W3C home > Mailing lists > Public > public-html@w3.org > July 2008

Re: ISSUE-54 (html5-doctype-vs-xslt): XSLT 1.0 can not generate HTML5 documents [HTML 5 spec]

From: Jirka Kosek <jirka@kosek.cz>
Date: Fri, 04 Jul 2008 23:44:38 +0200
Message-ID: <486E99C6.2060401@kosek.cz>
To: Henri Sivonen <hsivonen@iki.fi>
CC: HTML Issue Tracking WG <public-html@w3.org>
Henri Sivonen wrote:

> I disagree with the simplified framing of the issue, since it gives the 
> wrong idea of how little fixing is needed and where the sensible place 
> for the fix is. The doctype is the least of the problems with XSLT and 
> HTML5.

Hi Henri, actually there are two issues. One is very simple -- how to
allow producing of HTML5 compliant output with *existing* XSLT language
and its implementation. This issue is very important because it is very
common approach for producing HTML content. Moreover even HTML WG
charter explicitly states that "legacy implementation" of "classic HTML"
should be taken into account. And XSLT could be considered as such 
legacy application.

Of course there is second issue on which you really elaborate in your
email and this is how to extend some *future version* of XSLT language
and its implementation to support all bits of HTML5. I almost agree with
your analysis on this issue.

> HTML5 defines HTML elements to go into the 
> "http://www.w3.org/1999/xhtml" namespace in order to abstract away the 
> difference of serialization from programs that operate on a 
> namespace-aware tree representation. HTML5 parsers that expose XML APIs 
> to allow unified application internals regardless of whether the data 
> came in as text/html or application/xhtml+xml put HTML elements in the 
> "http://www.w3.org/1999/xhtml" per spec. Moreover, with support for 
> MathML and SVG, there can also be element nodes in those namespaces. 
> Programs operating on trees shouldn't have to have different code 
> throughout depending on whether the program is targeted at text/html or 
> application/xhtml+xml.

On the other hand, in past HTML (4 and previous) has not been using
anything like namespaces while XHTML used this concept. If you have
existing XSLT code that emits HTML and you want to use few new elements
introduced in HTML5 why you should also start thinking about namespaces?
You simply want to add those few new tags into your stylesheet and 
modify public identifier to make it clear that you are using brand new 
HTML5 language.

So, your idea sounds perfectly reasonable and I think once there is 
something like HTML5 output method in XSLT and HTML5 is widely deployed 
everyone should use such approach. But we are not there yet, we can 
propose such academically clean approach, but at the same time we should 
pragmatically solve todays' problems.

> throughout the XSLT program and pass-through input. (If you put elements 
> in the wrong namespace throughout your code base of XSLT programs, 
> upgrading to XHTML becomes even harder than it already is for other 
> reasons.)

I don't think so. It is very easy to change namespace of output. For 
namespaced elements you can use xsl:namespace-alias and if you have 
elements in no namespace (for example HTML), it is sufficient to add 
xmlns="http://www.w3.org/1999/xhtml" to the root element of your stylesheet.

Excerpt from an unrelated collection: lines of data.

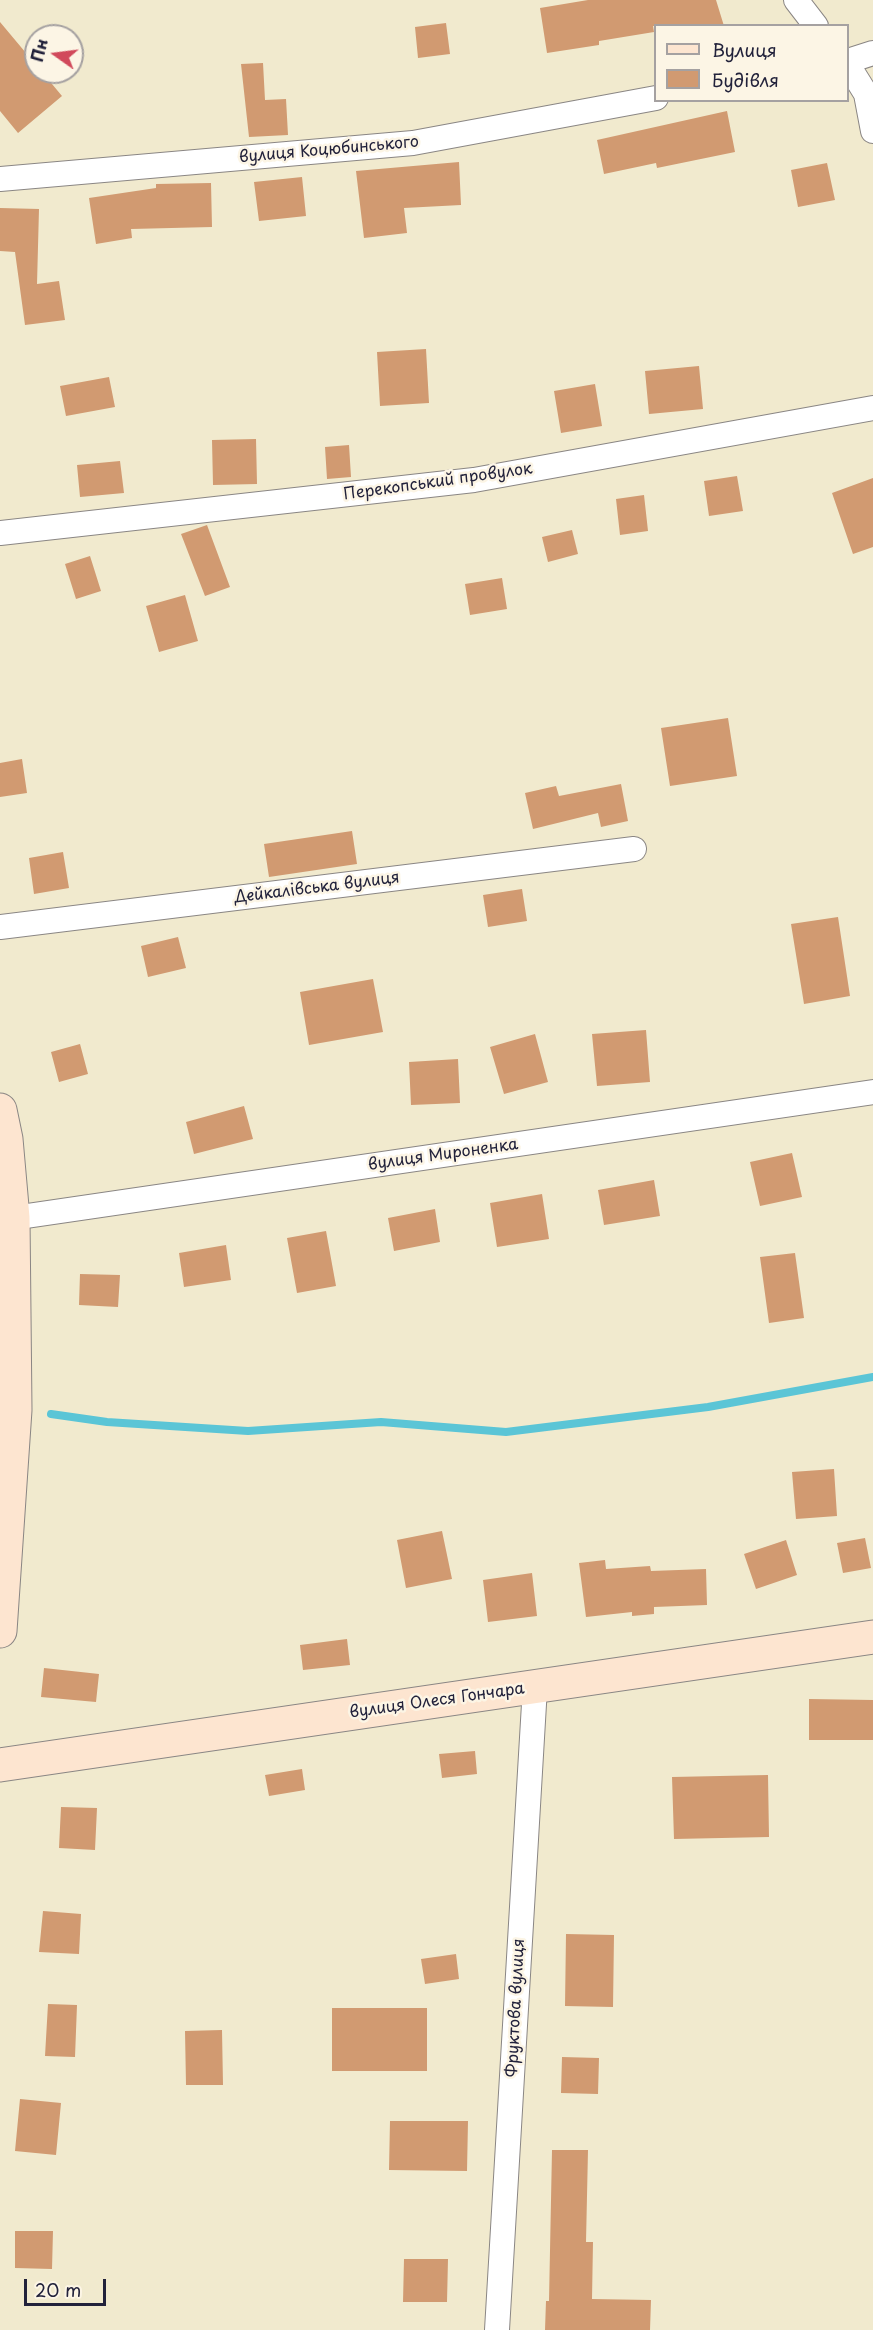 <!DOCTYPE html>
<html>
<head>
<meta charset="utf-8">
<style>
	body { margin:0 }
	#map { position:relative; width:873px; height:2330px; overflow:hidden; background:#f1eace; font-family:"Playpen Sans",sans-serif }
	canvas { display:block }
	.legend { position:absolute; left:654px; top:24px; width:195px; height:78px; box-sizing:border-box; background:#fcf5e5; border:2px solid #a5a1a1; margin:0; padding:8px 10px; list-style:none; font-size:18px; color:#22223b }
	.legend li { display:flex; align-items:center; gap:12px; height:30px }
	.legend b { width:30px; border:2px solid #a5a1a1 }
	.north { position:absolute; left:24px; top:24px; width:60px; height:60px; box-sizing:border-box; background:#fcf5e5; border:2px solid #a5a1a1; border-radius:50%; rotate:284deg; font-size:16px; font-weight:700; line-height:24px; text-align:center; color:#22223b }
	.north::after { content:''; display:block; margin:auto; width:21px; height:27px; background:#d1495b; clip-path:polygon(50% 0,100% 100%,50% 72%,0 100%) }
	.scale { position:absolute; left:24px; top:2279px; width:82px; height:27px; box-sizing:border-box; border:3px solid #22223b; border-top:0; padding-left:8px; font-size:18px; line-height:21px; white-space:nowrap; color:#22223b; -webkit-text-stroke:4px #fcf5e5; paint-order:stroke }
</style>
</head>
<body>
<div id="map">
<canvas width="873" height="2330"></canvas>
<ul class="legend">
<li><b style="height:8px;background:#fde5d0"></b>Вулиця</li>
<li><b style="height:16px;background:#d19a71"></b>Будівля</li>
</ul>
<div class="north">Пн</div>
<div class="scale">20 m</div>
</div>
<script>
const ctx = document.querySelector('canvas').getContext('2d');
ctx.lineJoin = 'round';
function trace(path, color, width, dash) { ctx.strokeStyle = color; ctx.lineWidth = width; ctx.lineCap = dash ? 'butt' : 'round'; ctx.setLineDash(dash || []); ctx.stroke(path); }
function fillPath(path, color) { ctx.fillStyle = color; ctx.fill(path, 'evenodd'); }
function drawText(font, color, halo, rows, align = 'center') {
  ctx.font = font + ' "Playpen Sans",sans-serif'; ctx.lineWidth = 5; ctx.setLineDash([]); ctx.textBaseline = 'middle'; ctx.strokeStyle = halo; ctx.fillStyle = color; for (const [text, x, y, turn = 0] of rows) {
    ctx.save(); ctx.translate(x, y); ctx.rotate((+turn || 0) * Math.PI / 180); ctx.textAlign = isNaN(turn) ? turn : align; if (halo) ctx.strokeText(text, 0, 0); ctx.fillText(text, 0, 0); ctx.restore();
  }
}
const stream = new Path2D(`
	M 51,1414 L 107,1422 L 248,1431 L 381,1422 L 506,1432 L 708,1407 L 873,1377`);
const building = new Path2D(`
	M 588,0 L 716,0 L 724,26 L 653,26 L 654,32 L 599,41 L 599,45 L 547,53 L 540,8 Z
	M 0,22 L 36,65 L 36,72 L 42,72 L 62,96 L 18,133 L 0,111 Z
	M 446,23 L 450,54 L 418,58 L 415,27 Z
	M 263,63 L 265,100 L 286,99 L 288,135 L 249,137 L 241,64 Z
	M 727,111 L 735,152 L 657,168 L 656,163 L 604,174 L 597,140 Z
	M 459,162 L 461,205 L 404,208 L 407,233 L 364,238 L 356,171 Z
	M 827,163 L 835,200 L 798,207 L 791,170 Z
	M 302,177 L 306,216 L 259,221 L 254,182 Z
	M 211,183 L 212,227 L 131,229 L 132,238 L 96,244 L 89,198 L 156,188 L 156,184 Z
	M 0,208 L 39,209 L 37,284 L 59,281 L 65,320 L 25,325 L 15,252 L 0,251 Z
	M 426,349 L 429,403 L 380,406 L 377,352 Z
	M 699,366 L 703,409 L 649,414 L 645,371 Z
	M 109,377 L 115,407 L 66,416 L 60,386 Z
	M 595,384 L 602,426 L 561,433 L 554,391 Z
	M 256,439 L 257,484 L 213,485 L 212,440 Z
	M 349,445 L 351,477 L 327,479 L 325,447 Z
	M 120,461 L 124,493 L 80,497 L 77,465 Z
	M 737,476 L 743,511 L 709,516 L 704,481 Z
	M 873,478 L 873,547 L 853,554 L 832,493 Z
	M 644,495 L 648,531 L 620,535 L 616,499 Z
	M 207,525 L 230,587 L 205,596 L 181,534 Z
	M 572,530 L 578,554 L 548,562 L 542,537 Z
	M 90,556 L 101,591 L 76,599 L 65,564 Z
	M 502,578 L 507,609 L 470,615 L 465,584 Z
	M 185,595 L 198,641 L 159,652 L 146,606 Z
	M 728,718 L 737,776 L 670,786 L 661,728 Z
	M 22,759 L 27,793 L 0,797 L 0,763 Z
	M 621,784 L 628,821 L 601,827 L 598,813 L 533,829 L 525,793 L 556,786 L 559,796 Z
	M 352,831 L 357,864 L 269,877 L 264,844 Z
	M 63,852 L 69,888 L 34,894 L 29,858 Z
	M 522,889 L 527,921 L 488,927 L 483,895 Z
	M 838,917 L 850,996 L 804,1004 L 791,924 Z
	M 178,937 L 186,968 L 148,977 L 141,946 Z
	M 373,979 L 383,1032 L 309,1045 L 300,992 Z
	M 646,1030 L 650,1082 L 597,1086 L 592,1034 Z
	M 535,1034 L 548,1082 L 504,1094 L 490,1047 Z
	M 80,1044 L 88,1074 L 59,1082 L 51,1052 Z
	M 458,1059 L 460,1103 L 411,1105 L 409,1062 Z
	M 244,1106 L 253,1139 L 194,1154 L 186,1122 Z
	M 792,1153 L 802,1197 L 760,1206 L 750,1162 Z
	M 654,1180 L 660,1216 L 604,1225 L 598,1190 Z
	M 542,1194 L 549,1239 L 497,1247 L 490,1203 Z
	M 435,1209 L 440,1242 L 394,1251 L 388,1218 Z
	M 326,1231 L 336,1286 L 297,1293 L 287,1238 Z
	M 226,1245 L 231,1280 L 184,1287 L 179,1253 Z
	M 795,1253 L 804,1318 L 769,1323 L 760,1257 Z
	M 80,1274 L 120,1275 L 118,1307 L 79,1305 Z
	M 834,1469 L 837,1516 L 796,1519 L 792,1472 Z
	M 442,1531 L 452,1579 L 406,1588 L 397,1540 Z
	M 865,1538 L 871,1568 L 843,1573 L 837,1543 Z
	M 786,1540 L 797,1575 L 756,1589 L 744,1554 Z
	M 605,1560 L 606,1569 L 650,1566 L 651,1571 L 706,1569 L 707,1605 L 654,1607 L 654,1614 L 632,1616 L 632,1612 L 586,1617 L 579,1563 Z
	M 532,1573 L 537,1616 L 488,1622 L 483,1580 Z
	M 347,1639 L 350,1665 L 303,1670 L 300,1645 Z
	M 44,1668 L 99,1674 L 96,1702 L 41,1697 Z
	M 809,1699 L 873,1700 L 873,1740 L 809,1740 Z
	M 475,1751 L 477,1774 L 442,1778 L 439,1754 Z
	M 302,1769 L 305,1790 L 269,1796 L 265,1775 Z
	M 768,1775 L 769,1837 L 674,1839 L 672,1777 Z
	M 61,1807 L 97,1808 L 95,1850 L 59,1848 Z
	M 43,1911 L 81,1914 L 79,1954 L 39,1952 Z
	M 566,1934 L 614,1935 L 613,2007 L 565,2006 Z
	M 456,1954 L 459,1979 L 425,1984 L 421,1959 Z
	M 48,2004 L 77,2005 L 75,2057 L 45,2056 Z
	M 332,2008 L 427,2008 L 427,2071 L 332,2071 Z
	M 222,2030 L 223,2085 L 186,2085 L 185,2031 Z
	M 562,2057 L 599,2058 L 598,2094 L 561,2093 Z
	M 20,2099 L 61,2103 L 56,2155 L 15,2151 Z
	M 390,2121 L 468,2121 L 467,2171 L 389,2170 Z
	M 552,2150 L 588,2150 L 586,2242 L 593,2242 L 592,2299 L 651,2300 L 650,2330 L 545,2330 L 546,2301 L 549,2301 Z
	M 15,2231 L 53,2231 L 52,2269 L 15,2268 Z
	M 404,2259 L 448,2259 L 447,2302 L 403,2302 Z`);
const minor = new Path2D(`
	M 796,0 L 816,26
	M 848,61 L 873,53
	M 848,65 L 866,94 L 873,131
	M 0,179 L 413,143 L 656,98
	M 0,533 L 474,480 L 873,408
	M 0,927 L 634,849
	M 13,1218 L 873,1092
	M 497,2330 L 535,1687`);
const secondary = new Path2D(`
	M 0,1110 L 6,1139 L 13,1218 L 15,1410 L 0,1631
	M 0,1765 L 873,1637`);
const streetNames = [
	["вулиця Коцюбинського",329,150,-5],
	["Перекопський провулок",438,482,-8],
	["Дейкалівська вулиця",317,888,-7],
	["вулиця Мироненка",443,1155,-8],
	["вулиця Олеся Гончара",437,1701,-8],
	["Фруктова вулиця",516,2008,-87]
];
trace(stream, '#5bc5d6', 8);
fillPath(building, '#d19a71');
trace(minor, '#8a8684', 26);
trace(secondary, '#8a8684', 35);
trace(minor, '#fff', 24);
trace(secondary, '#fde5d0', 33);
drawText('16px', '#22223b', '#fcf5e5', streetNames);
</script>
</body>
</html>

> I think the right way to deal with this is to define an HTML5 output 
> method for XSLT. 

I agree, and I'm willing to manage that next version of XSLT will have 
such method. Of course this means that serialization of HTML5 and other 
related issues are resolved before. Is this part of HTML5 stable or are 
there any changes expected?

> In the interim, the right way is to take DOM or SAX 
> output from the XSLT processor and to run a DOM-to-HTML5 or SAX-to-HTML5 
> serializer outside the XSLT processor. (I intend to ship a foreign 
> content-enhanced serializer with the next release of XSLT4HTML5.)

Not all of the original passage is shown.